Exercise requirements —
Which of the lines in the data below contain the string "Вокзальная"? Copy each of them.

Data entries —
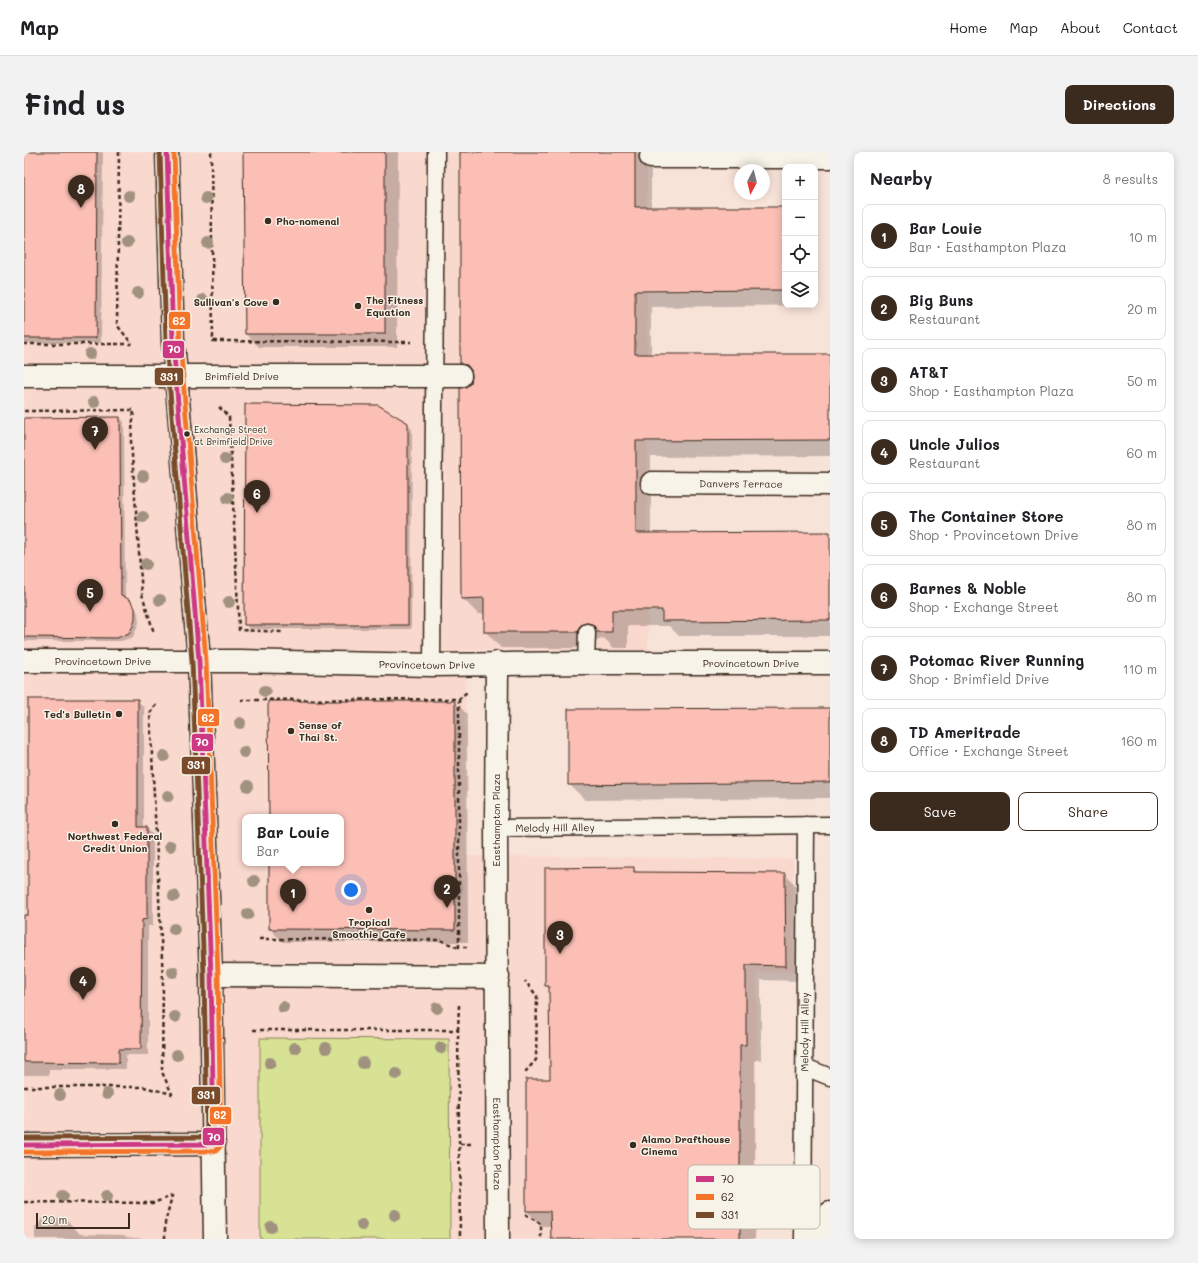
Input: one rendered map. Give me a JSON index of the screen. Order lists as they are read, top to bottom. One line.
{"streets":{"street":["Brimfield Drive","Danvers Terrace","Provincetown Drive","Easthampton Plaza"],"lane":["Melody Hill Alley"]},"crossings":[["Provincetown Drive","Easthampton Plaza"],["Easthampton Plaza","Melody Hill Alley"]],"places":["Pho-nomenal","Sullivan's Cove","The Fitness Equation","Exchange Street at Brimfield Drive","Ted's Bulletin","5ense of Thai St.","Northwest Federal Credit Union","Tropical Smoothie Cafe","Alamo Drafthouse Cinema"],"lines":["transit line 70","transit line 62","transit line 331"],"legend":["70","62","331"],"scale_bar":"20 m","north":"bottom","page":{"header":"Map","nav":["Home","Map","About","Contact"],"buttons":["Directions",["Save","Share"]],"title":"Find us","heading":["Nearby","8 results"],"map_buttons":["+","−"],"pins":["8","7","6","5","2","1","3","4"],"list":[{"mark":"1","name":"Bar Louie","note":"Bar · Easthampton Plaza","value":"10 m"},{"mark":"2","name":"Big Buns","note":"Restaurant","value":"20 m"},{"mark":"3","name":"AT&T","note":"Shop · Easthampton Plaza","value":"50 m"},{"mark":"4","name":"Uncle Julios","note":"Restaurant","value":"60 m"},{"mark":"5","name":"The Container Store","note":"Shop · Provincetown Drive","value":"80 m"},{"mark":"6","name":"Barnes & Noble","note":"Shop · Exchange Street","value":"80 m"},{"mark":"7","name":"Potomac River Running","note":"Shop · Brimfield Drive","value":"110 m"},{"mark":"8","name":"TD Ameritrade","note":"Office · Exchange Street","value":"160 m"}],"popup":["Bar Louie","Bar"],"scale":"20 m"}}
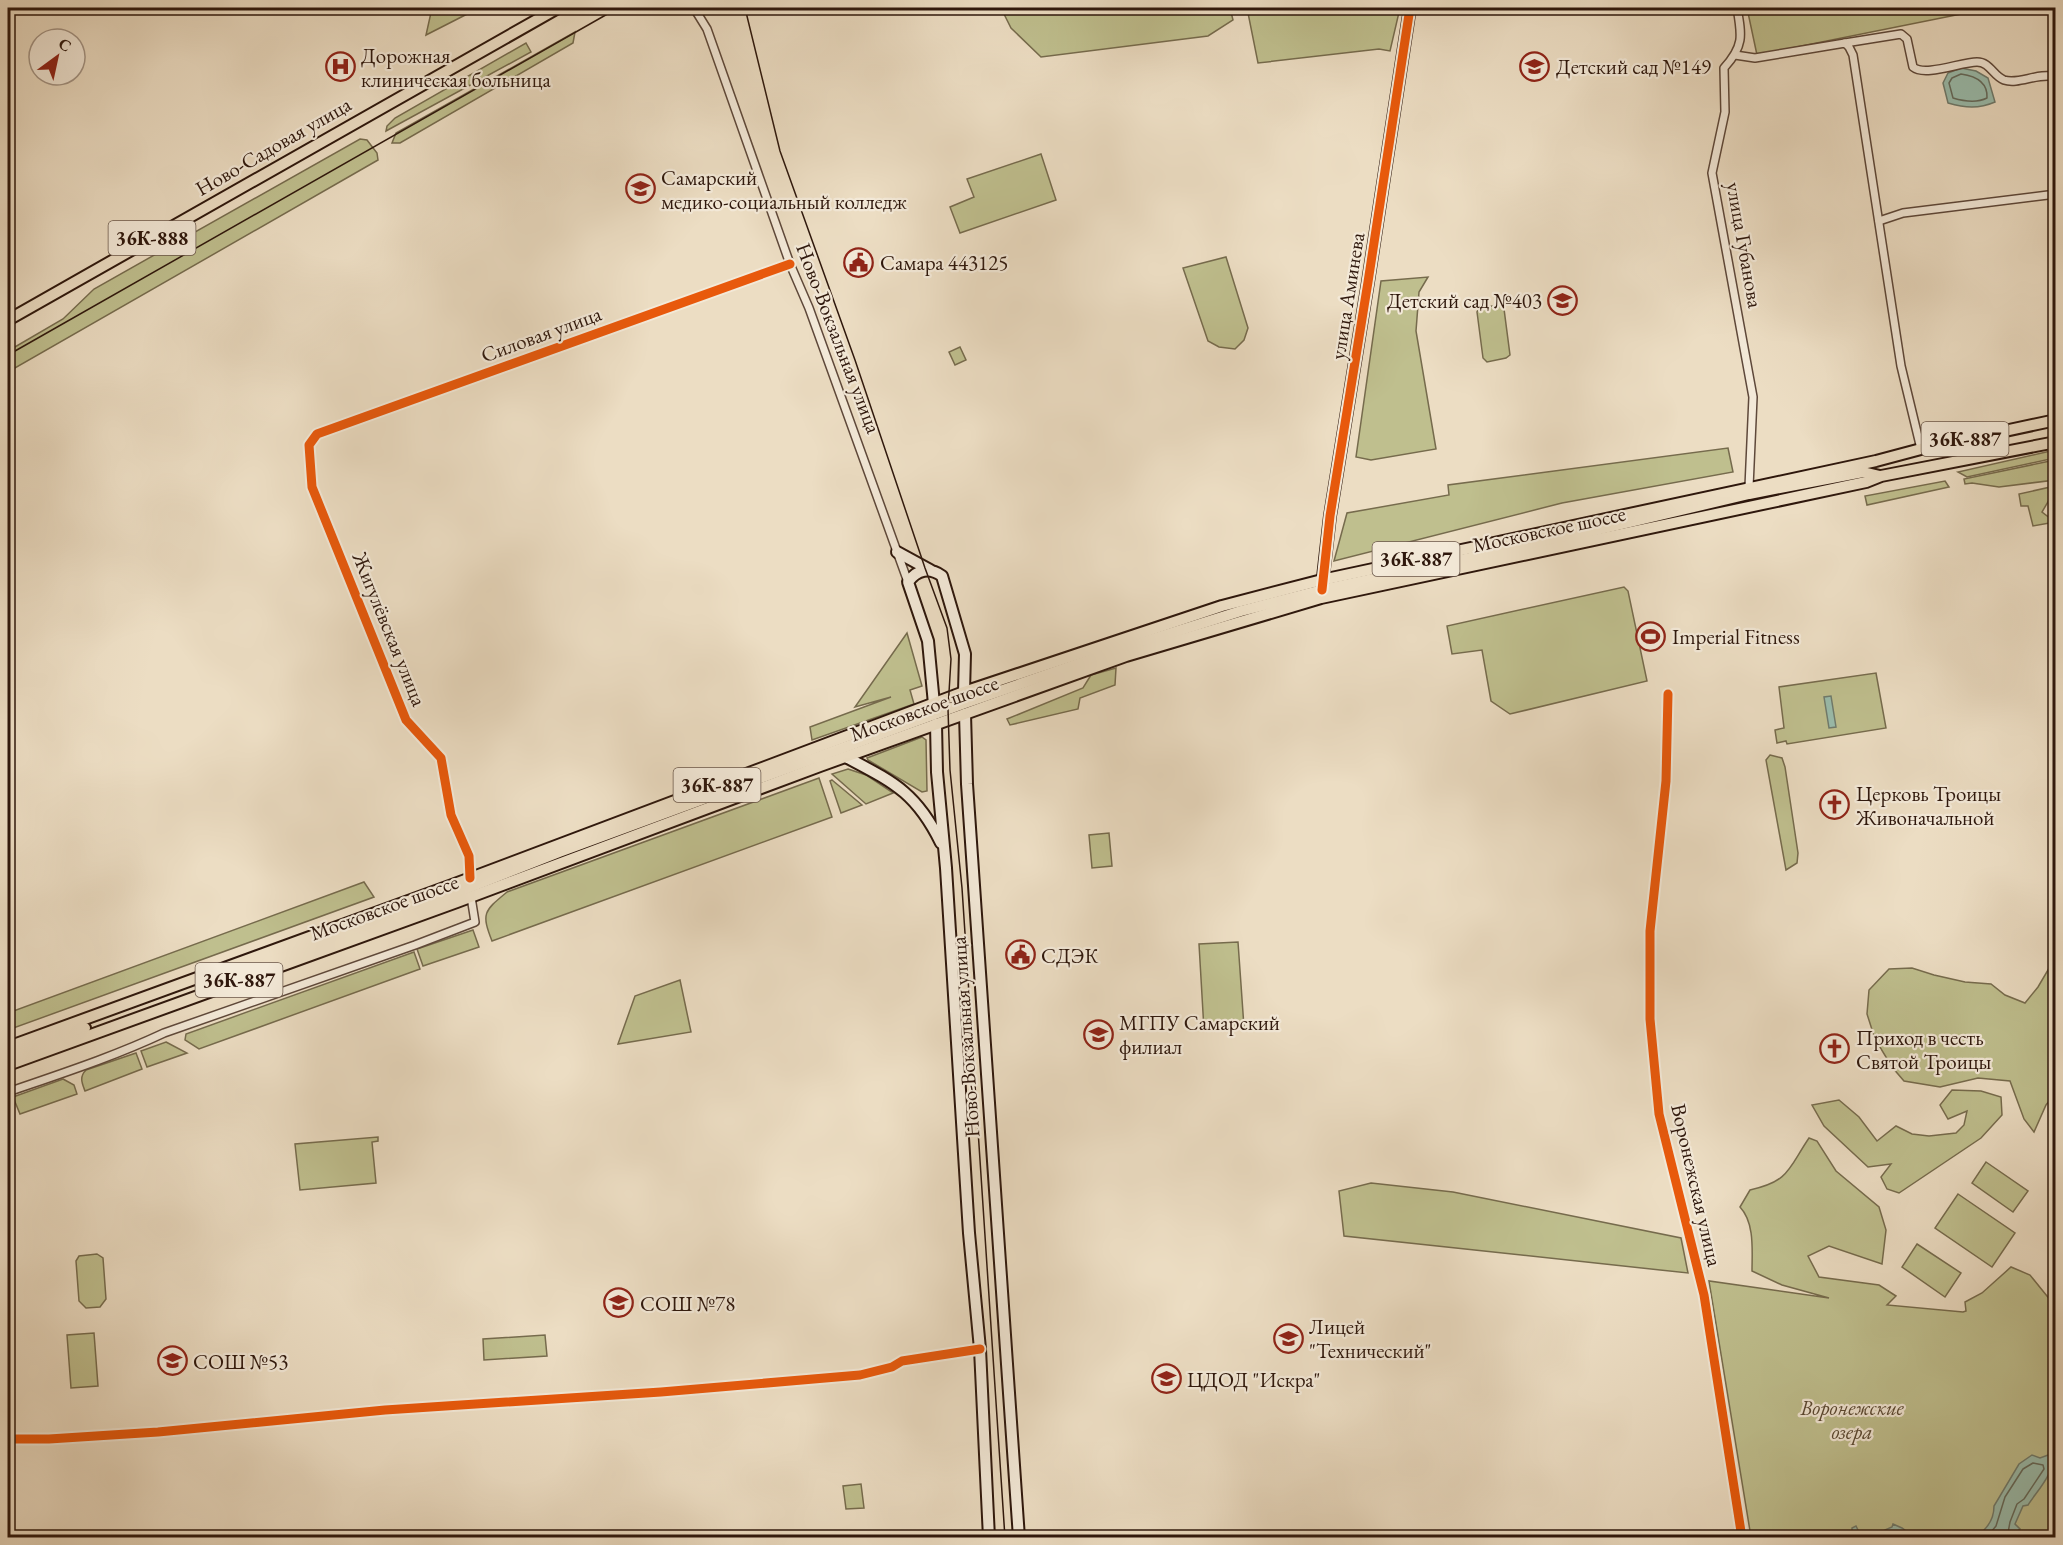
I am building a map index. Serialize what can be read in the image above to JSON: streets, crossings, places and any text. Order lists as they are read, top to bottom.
{
  "streets": {
    "main road": [
      "Ново-Садовая улица",
      "36К-888",
      "улица Аминева",
      "Ново-Вокзальная улица",
      "36К-887",
      "Московское шоссе"
    ],
    "street": [
      "улица Губанова",
      "Силовая улица",
      "Жигулёвская улица",
      "Воронежская улица"
    ]
  },
  "crossings": [
    ["улица Губанова", "Московское шоссе"],
    ["улица Аминева", "Московское шоссе"],
    ["Силовая улица", "Ново-Вокзальная улица"],
    ["Силовая улица", "Жигулёвская улица"],
    ["Ново-Вокзальная улица", "Московское шоссе"],
    ["Московское шоссе", "Жигулёвская улица"]
  ],
  "parks": ["Воронежские озера"],
  "places": {
    "school or university": [
      "Детский сад №149",
      "Самарский медико-социальный колледж",
      "Детский сад №403",
      "МГПУ Самарский филиал",
      "СОШ №78",
      "Лицей \"Технический\"",
      "СОШ №53",
      "ЦДОД \"Искра\""
    ],
    "hospital": ["Дорожная клиническая больница"],
    "public building": ["Самара 443125", "СДЭК"],
    "sports": ["Imperial Fitness"],
    "church": ["Церковь Троицы Живоначальной", "Приход в честь Святой Троицы"]
  },
  "north": "top right"
}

Solution to this exercise —
      "Ново-Вокзальная улица",
    ["Силовая улица", "Ново-Вокзальная улица"],
    ["Ново-Вокзальная улица", "Московское шоссе"],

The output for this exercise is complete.